ACTIVITY = Where a line of the data below has the string "shadow", copy that line.

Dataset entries
►
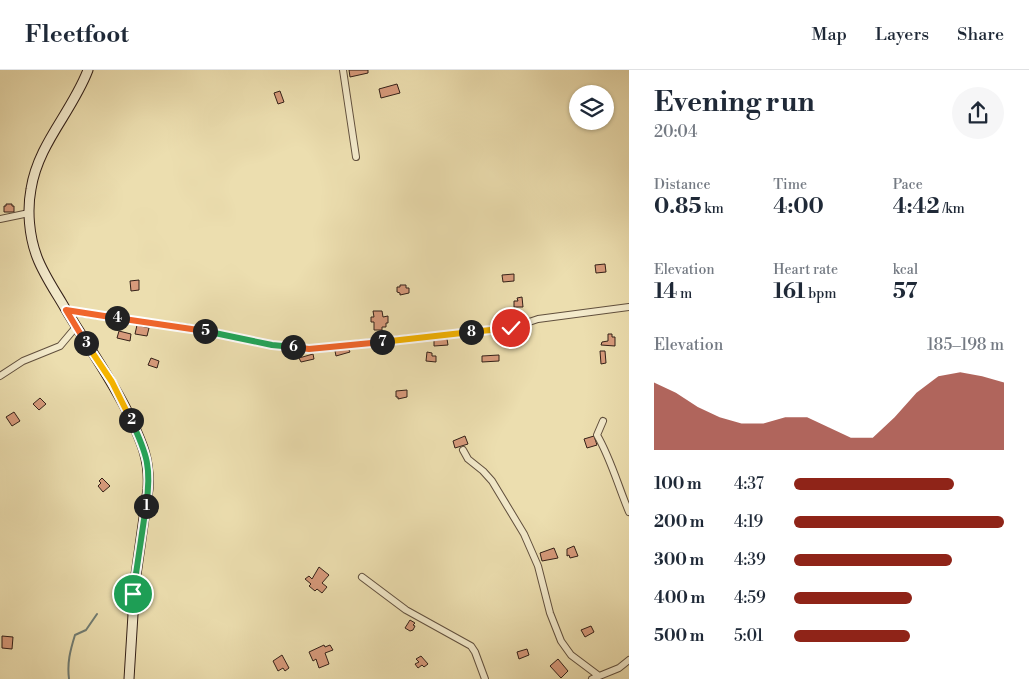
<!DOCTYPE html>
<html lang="en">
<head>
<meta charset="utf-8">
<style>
  body { margin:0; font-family:"Libre Bodoni",serif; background:#f6f6f7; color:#1f2937; height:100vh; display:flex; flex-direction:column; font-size:19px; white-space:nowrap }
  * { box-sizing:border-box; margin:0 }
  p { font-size:16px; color:#747a83 }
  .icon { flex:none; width:28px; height:28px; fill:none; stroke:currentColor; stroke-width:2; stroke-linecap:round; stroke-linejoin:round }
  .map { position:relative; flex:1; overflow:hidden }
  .side { display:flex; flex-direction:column; background:#fff; width:400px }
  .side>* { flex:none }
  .tools { position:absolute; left:569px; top:15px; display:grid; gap:10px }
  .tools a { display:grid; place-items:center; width:45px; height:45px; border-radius:50%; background:#fff; box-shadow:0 1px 4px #0004; font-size:25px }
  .pin { position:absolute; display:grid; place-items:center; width:42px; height:42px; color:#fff; margin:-21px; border:2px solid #fff; border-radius:50%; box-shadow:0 1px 5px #0007 }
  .km { position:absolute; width:25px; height:25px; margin:-12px; border-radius:50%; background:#222; color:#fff; font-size:14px; line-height:25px; text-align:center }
  .round { display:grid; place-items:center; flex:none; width:52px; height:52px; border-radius:26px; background:#f6f6f7 }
  .headline { display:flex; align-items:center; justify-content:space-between; height:85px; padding:0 25px }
  h1 { font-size:28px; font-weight:700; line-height:38px }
  .metrics { display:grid; grid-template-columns:repeat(3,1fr); gap:8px; height:85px; padding:5px 25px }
  .metrics div { display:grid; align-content:center }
  .metrics b { font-size:21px; font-weight:700 }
  .metrics small { font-size:14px; font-weight:400 }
  .metrics p { font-size:14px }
  .chart { height:140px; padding:10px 25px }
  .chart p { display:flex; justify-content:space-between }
  .chart svg { width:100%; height:90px; margin-top:5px; fill:#8f2418; opacity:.7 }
  ul { padding:0 25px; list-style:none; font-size:16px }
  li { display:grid; grid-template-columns:80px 60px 1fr; align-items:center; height:38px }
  li i { height:12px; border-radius:6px; background:#8f2418 }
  header { display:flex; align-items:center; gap:30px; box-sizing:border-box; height:70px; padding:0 25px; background:#fff; border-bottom:1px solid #e0e1e3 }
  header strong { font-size:24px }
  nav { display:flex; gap:28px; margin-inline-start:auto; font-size:18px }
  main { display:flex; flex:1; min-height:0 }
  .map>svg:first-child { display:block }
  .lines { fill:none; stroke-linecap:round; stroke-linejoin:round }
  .stream { stroke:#717d74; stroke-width:2 }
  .building { fill:#d79a7b; stroke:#332018 }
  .street-casing { stroke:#61503e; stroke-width:8 }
  .secondary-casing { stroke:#332018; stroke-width:11 }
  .street { stroke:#f3eacb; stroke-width:6 }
  .secondary { stroke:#f3eacb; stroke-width:9 }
  .split-1-casing { stroke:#fff; stroke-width:10 }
  .split-2-casing { stroke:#fff; stroke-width:10 }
  .split-3-casing { stroke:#fff; stroke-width:10 }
  .split-4-casing { stroke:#fff; stroke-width:10 }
  .split-5-casing { stroke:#fff; stroke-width:10 }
  .split-6-casing { stroke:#fff; stroke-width:10 }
  .split-7-casing { stroke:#fff; stroke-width:10 }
  .split-8-casing { stroke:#fff; stroke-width:10 }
  .split-9-casing { stroke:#fff; stroke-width:10 }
  .split-1 { stroke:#22a559; stroke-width:6 }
  .split-2 { stroke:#22a559; stroke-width:6 }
  .split-3 { stroke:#f5b400; stroke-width:6 }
  .split-4 { stroke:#f0652b; stroke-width:6 }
  .split-5 { stroke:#f0652b; stroke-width:6 }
  .split-6 { stroke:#22a559; stroke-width:6 }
  .split-7 { stroke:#f0652b; stroke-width:6 }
  .split-8 { stroke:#f5b400; stroke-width:6 }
  .split-9 { stroke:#f5b400; stroke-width:6 }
</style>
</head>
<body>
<header>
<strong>Fleetfoot</strong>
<nav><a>Map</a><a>Layers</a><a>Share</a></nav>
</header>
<main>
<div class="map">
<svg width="629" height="609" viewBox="0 0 629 609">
  <rect width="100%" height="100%" fill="#ecdeaf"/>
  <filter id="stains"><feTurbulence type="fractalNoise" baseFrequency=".004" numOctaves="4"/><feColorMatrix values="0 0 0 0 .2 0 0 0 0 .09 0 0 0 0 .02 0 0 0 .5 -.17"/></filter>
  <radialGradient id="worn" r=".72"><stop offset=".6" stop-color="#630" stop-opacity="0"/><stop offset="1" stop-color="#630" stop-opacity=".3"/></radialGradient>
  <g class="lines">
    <path class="stream" d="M 69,609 C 67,593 70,581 75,565 L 86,560 L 97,544"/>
  </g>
  <path class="building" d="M 349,0 L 368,0 L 368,3 L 350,7 Z
    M 397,14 L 400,23 L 381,28 L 379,19 Z
    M 280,21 L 284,32 L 278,34 L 274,23 Z
    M 6,134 L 12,134 L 12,136 L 14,136 L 14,142 L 4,142 L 4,136 L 6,136 Z
    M 605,194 L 606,202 L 596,203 L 595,195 Z
    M 514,204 L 514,211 L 503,212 L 502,205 Z
    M 139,210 L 139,220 L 131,221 L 130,211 Z
    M 400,215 L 406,215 L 406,218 L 409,218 L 409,223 L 400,225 L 400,223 L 397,222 L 397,217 L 400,217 Z
    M 522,227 L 523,237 L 514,237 L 514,231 L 518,231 L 517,228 Z
    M 373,241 L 382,241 L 383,247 L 388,246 L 388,253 L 386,253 L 386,257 L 382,257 L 382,260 L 374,260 L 374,252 L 371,252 L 371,247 L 374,247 Z
    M 137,255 L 149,258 L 147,266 L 135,264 Z
    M 119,261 L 131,264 L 130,271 L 117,268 Z
    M 608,264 L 612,264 L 612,267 L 615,267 L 615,276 L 601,275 L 602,272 L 608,271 Z
    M 447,269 L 448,275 L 434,276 L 434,270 Z
    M 348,278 L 350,282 L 336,286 L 335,281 Z
    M 600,281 L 605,281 L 606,293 L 601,294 Z
    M 427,282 L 432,283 L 432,286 L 436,286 L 436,292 L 426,291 Z
    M 313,284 L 314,289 L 301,292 L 299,288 Z
    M 499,285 L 499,291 L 482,292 L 482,286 Z
    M 151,288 L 159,291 L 157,298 L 148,295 Z
    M 407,320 L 407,327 L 398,329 L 398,327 L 396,327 L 396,321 Z
    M 40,328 L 46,334 L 39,340 L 33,334 Z
    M 14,342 L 20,351 L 12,356 L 6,347 Z
    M 465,366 L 468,374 L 455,378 L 453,371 Z
    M 594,366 L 597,375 L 587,378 L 584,369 Z
    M 102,408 L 110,416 L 103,422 L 98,416 L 101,413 L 99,411 Z
    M 574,476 L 578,486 L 570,488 L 569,485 L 567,486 L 567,479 Z
    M 554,478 L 558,488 L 542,491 L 540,483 Z
    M 319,497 L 329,505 L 322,513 L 327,517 L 322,523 L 317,519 L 315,521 L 309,516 L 311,514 L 305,509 L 309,506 L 312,509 Z
    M 410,550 L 415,553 L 413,555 L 415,556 L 413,560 L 410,561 L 405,558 Z
    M 591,556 L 594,562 L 585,567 L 581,560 Z
    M 2,566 L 13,567 L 12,579 L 2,578 Z
    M 324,575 L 325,577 L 330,575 L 333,580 L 325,583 L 329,594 L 319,598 L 316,589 L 313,591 L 309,582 Z
    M 527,579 L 529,585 L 519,589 L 517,582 Z
    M 282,585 L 289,598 L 285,601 L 283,598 L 278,601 L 273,591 Z
    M 421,586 L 428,594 L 424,597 L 422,595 L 418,598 L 415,594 L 419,592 L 416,589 Z
    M 558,589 L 568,601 L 561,608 L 550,596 Z"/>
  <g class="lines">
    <g class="street-casing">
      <path id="street" d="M 343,0 L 356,87
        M 0,149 L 29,143
        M 66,241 L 203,260 L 272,275 L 309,279 L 511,258 L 538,249 L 629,237
        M 0,306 L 23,291 L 60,276 L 76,257
        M 603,351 L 597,365 C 611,389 618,416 629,442
        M 463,380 L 468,389 L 483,401 L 492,411 L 524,464 L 538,496 L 550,543 L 561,571 L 571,585 L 599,606
        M 362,507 L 406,540 L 471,576 L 475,582 L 485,609
        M 592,609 L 619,598 L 629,590"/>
    </g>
    <g class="secondary-casing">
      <path id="secondary" d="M 88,0 C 72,42 38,74 31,119 C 27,140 29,166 37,187 C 43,203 53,218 62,233 C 84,271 111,307 130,347 C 142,373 150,390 148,419 L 135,512 L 129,609"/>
    </g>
    <use href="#street" class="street"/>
    <use href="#secondary" class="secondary"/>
  </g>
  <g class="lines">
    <g class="split-1-casing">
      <path id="split-1" d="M 133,524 L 146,436"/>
    </g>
    <g class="split-2-casing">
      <path id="split-2" d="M 131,350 C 147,384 152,398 146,436"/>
    </g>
    <g class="split-3-casing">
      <path id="split-3" d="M 86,273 L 112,312 L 131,350"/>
    </g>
    <g class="split-4-casing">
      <path id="split-4" d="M 86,273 L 66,240 L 117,248"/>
    </g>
    <g class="split-5-casing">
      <path id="split-5" d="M 117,248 L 205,261"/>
    </g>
    <g class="split-6-casing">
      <path id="split-6" d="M 205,261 L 272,275 L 293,277"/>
    </g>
    <g class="split-7-casing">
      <path id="split-7" d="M 293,277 L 309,279 L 382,272"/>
    </g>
    <g class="split-8-casing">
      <path id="split-8" d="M 382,272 L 471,262"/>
    </g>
    <g class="split-9-casing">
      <path id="split-9" d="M 471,262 L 511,258"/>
    </g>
    <use href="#split-1" class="split-1"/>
    <use href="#split-2" class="split-2"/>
    <use href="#split-3" class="split-3"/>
    <use href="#split-4" class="split-4"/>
    <use href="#split-5" class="split-5"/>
    <use href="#split-6" class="split-6"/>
    <use href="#split-7" class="split-7"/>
    <use href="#split-8" class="split-8"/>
    <use href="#split-9" class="split-9"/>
  </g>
  <rect width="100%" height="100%" filter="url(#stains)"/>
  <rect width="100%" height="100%" fill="url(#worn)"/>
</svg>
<div class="tools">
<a><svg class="icon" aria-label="layers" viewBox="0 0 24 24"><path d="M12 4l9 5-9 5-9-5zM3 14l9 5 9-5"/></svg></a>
</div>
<div class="pin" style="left:133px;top:524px;background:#1e9e55"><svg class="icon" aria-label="arrive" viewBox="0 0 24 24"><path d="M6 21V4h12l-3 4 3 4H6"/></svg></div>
<div class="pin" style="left:511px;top:258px;background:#d93025"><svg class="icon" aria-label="check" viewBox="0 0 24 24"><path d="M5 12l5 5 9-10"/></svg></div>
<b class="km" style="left:146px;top:436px">1</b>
<b class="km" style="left:131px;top:350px">2</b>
<b class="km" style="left:86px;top:273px">3</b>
<b class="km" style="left:117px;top:248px">4</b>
<b class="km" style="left:205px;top:261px">5</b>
<b class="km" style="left:293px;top:277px">6</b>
<b class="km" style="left:382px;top:272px">7</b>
<b class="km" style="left:471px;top:262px">8</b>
</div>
<section class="side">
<div class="headline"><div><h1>Evening run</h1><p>20:04</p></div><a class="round"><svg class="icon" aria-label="share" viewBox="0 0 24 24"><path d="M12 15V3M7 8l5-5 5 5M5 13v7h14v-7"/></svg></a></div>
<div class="metrics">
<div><p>Distance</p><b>0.85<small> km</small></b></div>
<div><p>Time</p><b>4:00</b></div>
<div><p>Pace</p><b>4:42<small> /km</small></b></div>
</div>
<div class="metrics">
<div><p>Elevation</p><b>14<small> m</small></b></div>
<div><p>Heart rate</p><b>161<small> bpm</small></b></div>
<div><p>kcal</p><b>57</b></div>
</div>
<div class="chart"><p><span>Elevation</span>185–198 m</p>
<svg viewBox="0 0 160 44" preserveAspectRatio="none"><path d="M0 44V11L10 16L20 23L30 28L40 31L50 31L60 28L70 28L80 33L90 38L100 38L110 28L120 16L130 8L140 6L150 8L160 11V44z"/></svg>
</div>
<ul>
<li><b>100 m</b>4:37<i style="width:76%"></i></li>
<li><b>200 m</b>4:19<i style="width:100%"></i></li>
<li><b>300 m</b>4:39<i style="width:75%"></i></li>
<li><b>400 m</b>4:59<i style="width:56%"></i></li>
<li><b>500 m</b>5:01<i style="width:55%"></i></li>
</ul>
</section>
</main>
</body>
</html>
◄
SOLUTION FOR THIS EXERCISE =
  .tools a { display:grid; place-items:center; width:45px; height:45px; border-radius:50%; background:#fff; box-shadow:0 1px 4px #0004; font-size:25px }
  .pin { position:absolute; display:grid; place-items:center; width:42px; height:42px; color:#fff; margin:-21px; border:2px solid #fff; border-radius:50%; box-shadow:0 1px 5px #0007 }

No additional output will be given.